Cucumber-Grapefruit Salad 2014Eating grapefruit always reminds me of my grandma. She has a grapefruit tree in her yard and for as many years as I can remember, there has always been a half of a grapefruit for breakfast. She also is the one who introduced me to what is still one of my favorite salads and it has grapefruit too. It’s a luscious fruit, fleshy and flavorful. The pink ones are considerably sweeter than the yellow and I don’t think they need any sweetener added to them. I like the yellow ones without sugar as well, but some people find them to be a little too tart.

This salad reminds me of spring. The new radishes are sweet and the colors are bright but soft, not quite reaching the intensity of summer. This salad can easily be doubled (or more) to serve with company and it goes with so many things. It would be delicious next to grilled or baked chicken and lovely next to pan seared fish. If you have a little mint, you could sprinkle that on top. Whatever you decide to do with it, I hope you enjoy its delicate flavors and subtly sweet allure.

Cucumber-Grapefruit Salad

1 grapefruit (preferably pink) + its juice

1/2 cucumber, peeled and seeded

3 radishes, trimmed

1/4 avocado, chopped

1 scallion, sliced

1/2 tsp. white wine vinegar

1/4 tsp. Dijon mustard (omit for AIP-friendly)

pinch of salt

1) Over a bowl to catch the juice, cut out the grapefruit supremes by first removing and discarding the top and bottom peel of the grapefruit. Then cut along the sides removing the rest of the peel and any bitter pith. Cut into each section removing the flesh only. Place sections on a cutting board and halve or quarter them. Squeeze the remainder of the grapefruit juice into the bowl.
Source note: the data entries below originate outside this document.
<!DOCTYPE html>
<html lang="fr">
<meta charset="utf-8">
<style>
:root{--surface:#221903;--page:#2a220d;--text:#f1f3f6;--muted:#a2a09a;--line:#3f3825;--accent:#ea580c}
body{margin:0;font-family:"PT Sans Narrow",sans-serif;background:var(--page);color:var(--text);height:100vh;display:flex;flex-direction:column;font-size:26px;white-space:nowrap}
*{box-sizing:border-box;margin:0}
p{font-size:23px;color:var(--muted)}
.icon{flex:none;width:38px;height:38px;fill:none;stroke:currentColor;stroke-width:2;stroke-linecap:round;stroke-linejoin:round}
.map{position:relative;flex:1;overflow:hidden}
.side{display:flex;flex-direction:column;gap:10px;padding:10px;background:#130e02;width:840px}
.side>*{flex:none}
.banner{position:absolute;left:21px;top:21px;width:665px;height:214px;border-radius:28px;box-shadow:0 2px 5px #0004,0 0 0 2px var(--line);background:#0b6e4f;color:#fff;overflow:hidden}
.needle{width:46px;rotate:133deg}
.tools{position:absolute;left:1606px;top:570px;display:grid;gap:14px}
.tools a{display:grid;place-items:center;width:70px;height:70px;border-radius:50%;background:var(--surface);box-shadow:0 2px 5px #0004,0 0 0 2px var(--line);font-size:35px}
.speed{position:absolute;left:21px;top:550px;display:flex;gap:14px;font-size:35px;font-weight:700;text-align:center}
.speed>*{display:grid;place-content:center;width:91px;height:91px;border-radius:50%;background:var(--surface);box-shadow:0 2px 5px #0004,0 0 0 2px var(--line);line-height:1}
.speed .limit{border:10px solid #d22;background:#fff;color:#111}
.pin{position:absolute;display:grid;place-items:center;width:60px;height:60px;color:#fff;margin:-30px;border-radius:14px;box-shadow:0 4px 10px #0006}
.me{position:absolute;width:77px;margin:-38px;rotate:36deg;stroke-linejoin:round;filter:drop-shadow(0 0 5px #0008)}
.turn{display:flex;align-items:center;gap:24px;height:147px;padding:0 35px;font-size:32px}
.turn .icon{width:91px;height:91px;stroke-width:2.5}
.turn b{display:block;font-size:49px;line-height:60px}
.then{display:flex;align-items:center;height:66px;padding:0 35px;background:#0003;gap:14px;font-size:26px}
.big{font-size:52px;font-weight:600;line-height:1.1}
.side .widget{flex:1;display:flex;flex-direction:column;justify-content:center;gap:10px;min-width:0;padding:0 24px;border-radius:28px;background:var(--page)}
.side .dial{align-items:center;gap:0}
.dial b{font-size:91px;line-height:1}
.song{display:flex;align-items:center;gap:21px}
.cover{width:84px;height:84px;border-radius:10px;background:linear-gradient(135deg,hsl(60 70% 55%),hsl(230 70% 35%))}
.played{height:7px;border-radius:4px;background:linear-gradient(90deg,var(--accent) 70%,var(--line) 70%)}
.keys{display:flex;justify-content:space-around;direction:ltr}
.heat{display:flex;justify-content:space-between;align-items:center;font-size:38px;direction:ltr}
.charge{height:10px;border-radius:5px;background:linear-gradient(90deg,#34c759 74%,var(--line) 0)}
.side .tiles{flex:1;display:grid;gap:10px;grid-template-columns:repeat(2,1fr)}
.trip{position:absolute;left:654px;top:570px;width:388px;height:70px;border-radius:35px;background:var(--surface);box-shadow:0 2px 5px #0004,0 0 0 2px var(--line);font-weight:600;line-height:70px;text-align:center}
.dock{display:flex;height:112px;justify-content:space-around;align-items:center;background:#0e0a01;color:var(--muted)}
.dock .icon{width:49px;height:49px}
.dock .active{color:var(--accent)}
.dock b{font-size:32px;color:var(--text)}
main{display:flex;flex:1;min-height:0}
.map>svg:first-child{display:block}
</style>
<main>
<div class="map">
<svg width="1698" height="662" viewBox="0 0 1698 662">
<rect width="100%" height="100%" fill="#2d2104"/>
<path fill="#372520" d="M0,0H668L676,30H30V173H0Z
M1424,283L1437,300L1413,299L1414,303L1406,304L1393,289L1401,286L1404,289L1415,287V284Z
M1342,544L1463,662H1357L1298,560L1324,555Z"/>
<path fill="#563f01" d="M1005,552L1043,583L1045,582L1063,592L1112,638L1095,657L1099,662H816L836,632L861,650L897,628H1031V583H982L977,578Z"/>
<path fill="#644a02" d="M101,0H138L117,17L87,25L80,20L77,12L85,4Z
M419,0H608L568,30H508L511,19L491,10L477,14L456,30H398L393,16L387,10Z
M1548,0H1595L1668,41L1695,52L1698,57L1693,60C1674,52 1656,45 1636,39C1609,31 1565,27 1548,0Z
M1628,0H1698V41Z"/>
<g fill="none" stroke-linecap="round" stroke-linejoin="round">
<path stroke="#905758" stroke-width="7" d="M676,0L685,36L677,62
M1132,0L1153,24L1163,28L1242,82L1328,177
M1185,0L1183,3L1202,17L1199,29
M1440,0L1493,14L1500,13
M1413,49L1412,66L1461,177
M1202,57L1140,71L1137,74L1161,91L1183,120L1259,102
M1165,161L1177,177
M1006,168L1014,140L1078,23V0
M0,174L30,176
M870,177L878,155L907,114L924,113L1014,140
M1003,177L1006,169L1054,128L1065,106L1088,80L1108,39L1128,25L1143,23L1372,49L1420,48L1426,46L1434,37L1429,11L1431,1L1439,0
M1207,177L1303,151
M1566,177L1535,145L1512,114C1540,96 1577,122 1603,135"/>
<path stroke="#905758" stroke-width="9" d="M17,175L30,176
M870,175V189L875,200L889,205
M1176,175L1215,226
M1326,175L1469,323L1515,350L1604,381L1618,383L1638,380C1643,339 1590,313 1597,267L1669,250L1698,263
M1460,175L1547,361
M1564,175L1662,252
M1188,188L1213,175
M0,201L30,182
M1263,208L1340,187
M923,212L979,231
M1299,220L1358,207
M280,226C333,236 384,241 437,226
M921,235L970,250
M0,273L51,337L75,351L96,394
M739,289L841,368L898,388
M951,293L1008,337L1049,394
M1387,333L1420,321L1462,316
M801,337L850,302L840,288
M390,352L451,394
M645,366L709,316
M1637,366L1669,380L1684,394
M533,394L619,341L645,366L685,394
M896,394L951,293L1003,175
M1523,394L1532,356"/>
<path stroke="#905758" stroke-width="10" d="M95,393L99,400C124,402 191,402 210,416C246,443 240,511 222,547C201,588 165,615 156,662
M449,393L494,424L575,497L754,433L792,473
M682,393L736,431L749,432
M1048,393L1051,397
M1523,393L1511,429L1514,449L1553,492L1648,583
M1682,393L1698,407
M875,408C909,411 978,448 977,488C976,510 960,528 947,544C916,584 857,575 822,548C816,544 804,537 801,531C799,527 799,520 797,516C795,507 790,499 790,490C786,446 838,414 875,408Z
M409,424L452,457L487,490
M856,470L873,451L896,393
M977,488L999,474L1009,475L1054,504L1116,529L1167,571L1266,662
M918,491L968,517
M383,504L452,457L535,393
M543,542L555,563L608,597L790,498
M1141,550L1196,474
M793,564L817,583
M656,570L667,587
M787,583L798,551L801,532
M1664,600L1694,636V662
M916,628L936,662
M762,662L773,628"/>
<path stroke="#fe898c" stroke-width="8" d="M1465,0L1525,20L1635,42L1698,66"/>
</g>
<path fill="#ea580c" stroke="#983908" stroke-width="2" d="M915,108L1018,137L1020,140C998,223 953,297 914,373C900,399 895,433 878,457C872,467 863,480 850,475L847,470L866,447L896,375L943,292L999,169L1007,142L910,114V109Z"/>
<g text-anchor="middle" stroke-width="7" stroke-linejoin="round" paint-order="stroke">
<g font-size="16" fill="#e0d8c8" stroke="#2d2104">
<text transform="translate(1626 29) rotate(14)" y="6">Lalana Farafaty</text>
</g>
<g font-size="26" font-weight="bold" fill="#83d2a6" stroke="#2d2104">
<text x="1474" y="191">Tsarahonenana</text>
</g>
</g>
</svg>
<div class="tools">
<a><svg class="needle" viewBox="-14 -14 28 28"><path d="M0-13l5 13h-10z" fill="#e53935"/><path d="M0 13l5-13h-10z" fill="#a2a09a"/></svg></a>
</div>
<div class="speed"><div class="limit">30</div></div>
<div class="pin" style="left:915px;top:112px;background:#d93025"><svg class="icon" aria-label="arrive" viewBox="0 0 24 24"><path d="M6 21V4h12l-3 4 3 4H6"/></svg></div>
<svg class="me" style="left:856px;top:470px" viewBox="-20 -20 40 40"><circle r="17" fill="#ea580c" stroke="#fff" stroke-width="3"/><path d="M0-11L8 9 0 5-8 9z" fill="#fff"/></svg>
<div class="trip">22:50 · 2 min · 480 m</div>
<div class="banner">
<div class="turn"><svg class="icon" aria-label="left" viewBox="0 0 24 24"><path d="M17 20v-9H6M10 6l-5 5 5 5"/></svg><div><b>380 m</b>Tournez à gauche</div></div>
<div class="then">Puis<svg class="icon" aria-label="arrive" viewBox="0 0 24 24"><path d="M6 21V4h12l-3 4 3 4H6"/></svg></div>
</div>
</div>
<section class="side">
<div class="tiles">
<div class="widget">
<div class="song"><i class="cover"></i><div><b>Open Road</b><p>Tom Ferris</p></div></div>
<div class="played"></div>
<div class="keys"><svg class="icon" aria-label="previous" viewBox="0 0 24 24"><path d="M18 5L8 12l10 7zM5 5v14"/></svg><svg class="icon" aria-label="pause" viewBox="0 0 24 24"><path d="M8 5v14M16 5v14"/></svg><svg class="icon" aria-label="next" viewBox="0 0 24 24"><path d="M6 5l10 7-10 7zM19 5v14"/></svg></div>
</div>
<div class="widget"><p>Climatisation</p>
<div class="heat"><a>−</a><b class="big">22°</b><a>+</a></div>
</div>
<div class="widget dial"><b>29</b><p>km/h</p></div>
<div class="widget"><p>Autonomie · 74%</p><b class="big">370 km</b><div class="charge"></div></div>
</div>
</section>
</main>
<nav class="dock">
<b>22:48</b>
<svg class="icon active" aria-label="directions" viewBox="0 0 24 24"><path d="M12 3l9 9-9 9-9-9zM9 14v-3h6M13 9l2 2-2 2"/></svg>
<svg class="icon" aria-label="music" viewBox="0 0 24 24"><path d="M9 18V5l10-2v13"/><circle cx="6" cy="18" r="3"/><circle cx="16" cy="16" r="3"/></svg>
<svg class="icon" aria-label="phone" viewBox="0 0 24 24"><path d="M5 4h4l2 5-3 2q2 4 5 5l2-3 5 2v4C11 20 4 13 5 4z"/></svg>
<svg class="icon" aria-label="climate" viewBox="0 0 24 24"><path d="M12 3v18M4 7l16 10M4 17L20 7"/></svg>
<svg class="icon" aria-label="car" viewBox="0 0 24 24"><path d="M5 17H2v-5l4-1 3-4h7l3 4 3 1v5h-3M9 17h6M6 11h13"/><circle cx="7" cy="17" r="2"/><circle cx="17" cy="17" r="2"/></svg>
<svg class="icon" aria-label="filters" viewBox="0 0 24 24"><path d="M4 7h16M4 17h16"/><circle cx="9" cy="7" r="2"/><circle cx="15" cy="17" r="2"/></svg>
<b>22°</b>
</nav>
2) Using a mandoline or sharp knife, slice the cucumber into very thin half-moons. With the mandoline again, slice the radishes thinly.

3) Evenly distribute the grapefruit, cucumber, radishes, avocado, and scallion onto 1 or 2 serving plates.

4) Whisk the vinegar, mustard, and salt into the reserved grapefruit juice. Taste to adjust seasoning and drizzle over the salad.